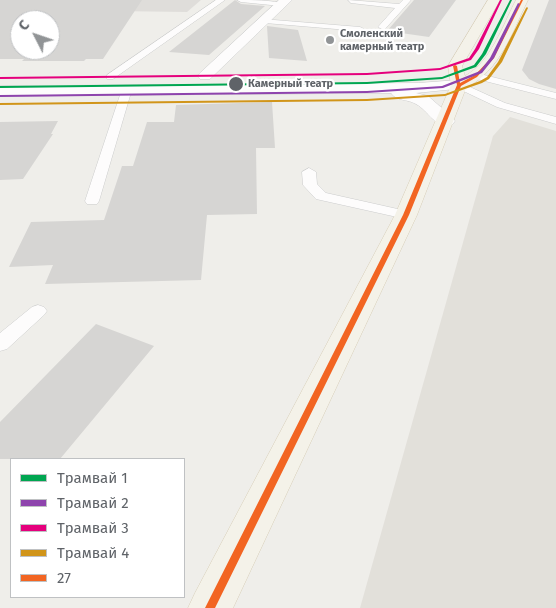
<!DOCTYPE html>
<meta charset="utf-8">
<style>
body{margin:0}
#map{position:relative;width:556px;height:608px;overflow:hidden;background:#efeeea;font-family:"Fira Sans",sans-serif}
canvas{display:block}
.legend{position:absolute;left:10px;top:458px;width:175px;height:140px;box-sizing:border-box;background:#fff;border:1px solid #bfc1c3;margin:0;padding:6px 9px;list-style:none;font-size:15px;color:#5f6368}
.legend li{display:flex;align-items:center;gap:10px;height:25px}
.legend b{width:25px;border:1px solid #bfc1c3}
.north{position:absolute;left:10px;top:10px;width:50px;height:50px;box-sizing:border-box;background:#fff;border:1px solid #bfc1c3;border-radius:50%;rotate:311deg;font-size:14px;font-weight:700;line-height:20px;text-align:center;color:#5f6368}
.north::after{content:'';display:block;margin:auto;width:18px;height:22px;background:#919496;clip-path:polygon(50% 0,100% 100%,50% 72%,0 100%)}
</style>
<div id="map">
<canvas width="556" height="608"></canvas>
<ul class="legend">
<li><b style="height:6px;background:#00a651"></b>Трамвай 1</li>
<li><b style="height:6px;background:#8e44ad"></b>Трамвай 2</li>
<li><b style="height:6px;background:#e5007d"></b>Трамвай 3</li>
<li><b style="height:6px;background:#d1951a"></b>Трамвай 4</li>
<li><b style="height:6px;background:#f26522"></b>27</li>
</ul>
<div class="north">С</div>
</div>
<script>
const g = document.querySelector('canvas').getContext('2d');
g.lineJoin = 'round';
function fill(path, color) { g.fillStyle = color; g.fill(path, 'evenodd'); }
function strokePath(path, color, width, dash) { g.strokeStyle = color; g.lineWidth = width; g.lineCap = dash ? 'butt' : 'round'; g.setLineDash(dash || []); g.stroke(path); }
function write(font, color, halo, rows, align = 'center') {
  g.font = font + ' "Fira Sans",sans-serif'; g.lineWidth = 4.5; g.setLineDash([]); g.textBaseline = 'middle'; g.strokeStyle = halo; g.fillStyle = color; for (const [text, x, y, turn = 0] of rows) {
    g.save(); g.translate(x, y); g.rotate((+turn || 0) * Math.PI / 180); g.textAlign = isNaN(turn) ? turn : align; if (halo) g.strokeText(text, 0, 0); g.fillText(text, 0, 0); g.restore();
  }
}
const industrial = new Path2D(`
 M49 0H201L187 12 39 10Z`);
const education = new Path2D(`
 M510 117 556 131V608H360L493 136Z`);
const building = new Path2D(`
 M0 0H142L103 59H86L84 61H22L24 59H0ZM20 20H50V50H20Z
 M235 0 241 4 265 6 209 55 169 52Z
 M414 0H456L429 37 387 31Z
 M549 0H556V89L539 84 529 79 522 70Z
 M267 26 298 30 307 61 269 58Z
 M272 102 275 148H256L257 214 207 215 201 280 45 284 53 265 9 267 31 222 104 220 122 166H133L147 122H174L176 105Z
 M58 121 51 134H53L23 179 0 180V122Z
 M96 324 154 346 60 459H0V422Z`);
const service = new Path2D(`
 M216 0H225L113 79H107V75Z
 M237 0C251 0 273 0 285 4L281 6 241 2Z
 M348 0 399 4 403 0H411L385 29H382L378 27 395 8 351 3Z
 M262 19 360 27 364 29 360 31 265 23H262Z
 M476 73 556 93V99L473 78 471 76Z
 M459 82 505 103 556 117V124L497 107 455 87 454 85Z
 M127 86 132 89 99 201 97 204H87L85 201 122 89Z
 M309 168 316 172 317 184 326 193 411 212 413 215 411 218 406 219 316 199 303 185 302 172Z
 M38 305 44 307 47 311 44 315 7 349 0 351V333L32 307Z`);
const minor = new Path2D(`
 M279 0H292L210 79H200L197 76 200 73Z`);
const secondary = new Path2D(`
 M459 80 465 82 467 85 465 88 416 93 428 96 452 117 455 121 452 125C435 129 429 111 416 104 408 99 396 101 391 93L0 96V86L418 83Z`);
const primary = new Path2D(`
 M488 0H500L462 66 465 76C491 62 503 25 516 0H528C511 34 501 69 466 88L417 215 233 608H188L195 593 395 215 451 85 448 66Z`);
const bus1 = new Path2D(`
 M521 0H523L494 58 477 77 461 86 409 215 215 608H205L403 215 457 85 453 66 455 65 457 66 460 83 475 75 492 57Z`);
const tram1 = new Path2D(`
 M510 0H512L486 54 476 67 442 79 367 84 0 88V86L367 82 442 77 474 65 482 54Z`);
const tram2 = new Path2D(`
 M518 3 520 4 494 58 482 73 443 88 367 93 0 97V95L367 91 442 86 480 71 490 58Z`);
const tram3 = new Path2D(`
 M500 0H502L479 49 471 60 440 70 367 75 0 79V77L367 73 440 68 469 58 475 49Z`);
const tram4 = new Path2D(`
 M527 7 528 8 502 62 489 79 482 83 445 96 367 101 0 105V103L367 99 445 94 480 81 487 77 498 62 526 8Z`);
const markers = [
 [330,40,5,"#919496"],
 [236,84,8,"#5f6368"]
];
const farPoinames = [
 ["Смоленский",340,34],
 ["камерный театр",340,47]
];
const farStopnames = [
 ["Камерный театр",248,84]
];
fill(industrial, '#dfddda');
fill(education, '#e2e0da');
fill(building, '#d6d5d3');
strokePath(service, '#cbcccc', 1);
strokePath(minor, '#cbcccc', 1);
strokePath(secondary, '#cacacb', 1);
strokePath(primary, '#d7ceb8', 1);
fill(service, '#fdfcfc');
fill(minor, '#fdfcfc');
fill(secondary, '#fdfcfc');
fill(primary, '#f4f2e9');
fill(bus1, '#f26522');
fill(tram1, '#00a651');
fill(tram2, '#8e44ad');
fill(tram3, '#e5007d');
fill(tram4, '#d1951a');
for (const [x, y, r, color] of markers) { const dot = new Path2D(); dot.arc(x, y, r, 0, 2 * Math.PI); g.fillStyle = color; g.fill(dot); strokePath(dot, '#fff', 2); }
write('bold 11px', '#5f6368', '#fff', farPoinames, 'left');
write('bold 11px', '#5f6368', '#fff', farStopnames, 'left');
</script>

Directions: Reproduce exactly the lines of the records above from the one with "g.lineJoin = 'round';" to the one with "M235 0 241 4 265 6 209 55 169 52Z", both included, and leave out everything else.

Answer to the exercise:
g.lineJoin = 'round';
function fill(path, color) { g.fillStyle = color; g.fill(path, 'evenodd'); }
function strokePath(path, color, width, dash) { g.strokeStyle = color; g.lineWidth = width; g.lineCap = dash ? 'butt' : 'round'; g.setLineDash(dash || []); g.stroke(path); }
function write(font, color, halo, rows, align = 'center') {
  g.font = font + ' "Fira Sans",sans-serif'; g.lineWidth = 4.5; g.setLineDash([]); g.textBaseline = 'middle'; g.strokeStyle = halo; g.fillStyle = color; for (const [text, x, y, turn = 0] of rows) {
    g.save(); g.translate(x, y); g.rotate((+turn || 0) * Math.PI / 180); g.textAlign = isNaN(turn) ? turn : align; if (halo) g.strokeText(text, 0, 0); g.fillText(text, 0, 0); g.restore();
  }
}
const industrial = new Path2D(`
 M49 0H201L187 12 39 10Z`);
const education = new Path2D(`
 M510 117 556 131V608H360L493 136Z`);
const building = new Path2D(`
 M0 0H142L103 59H86L84 61H22L24 59H0ZM20 20H50V50H20Z
 M235 0 241 4 265 6 209 55 169 52Z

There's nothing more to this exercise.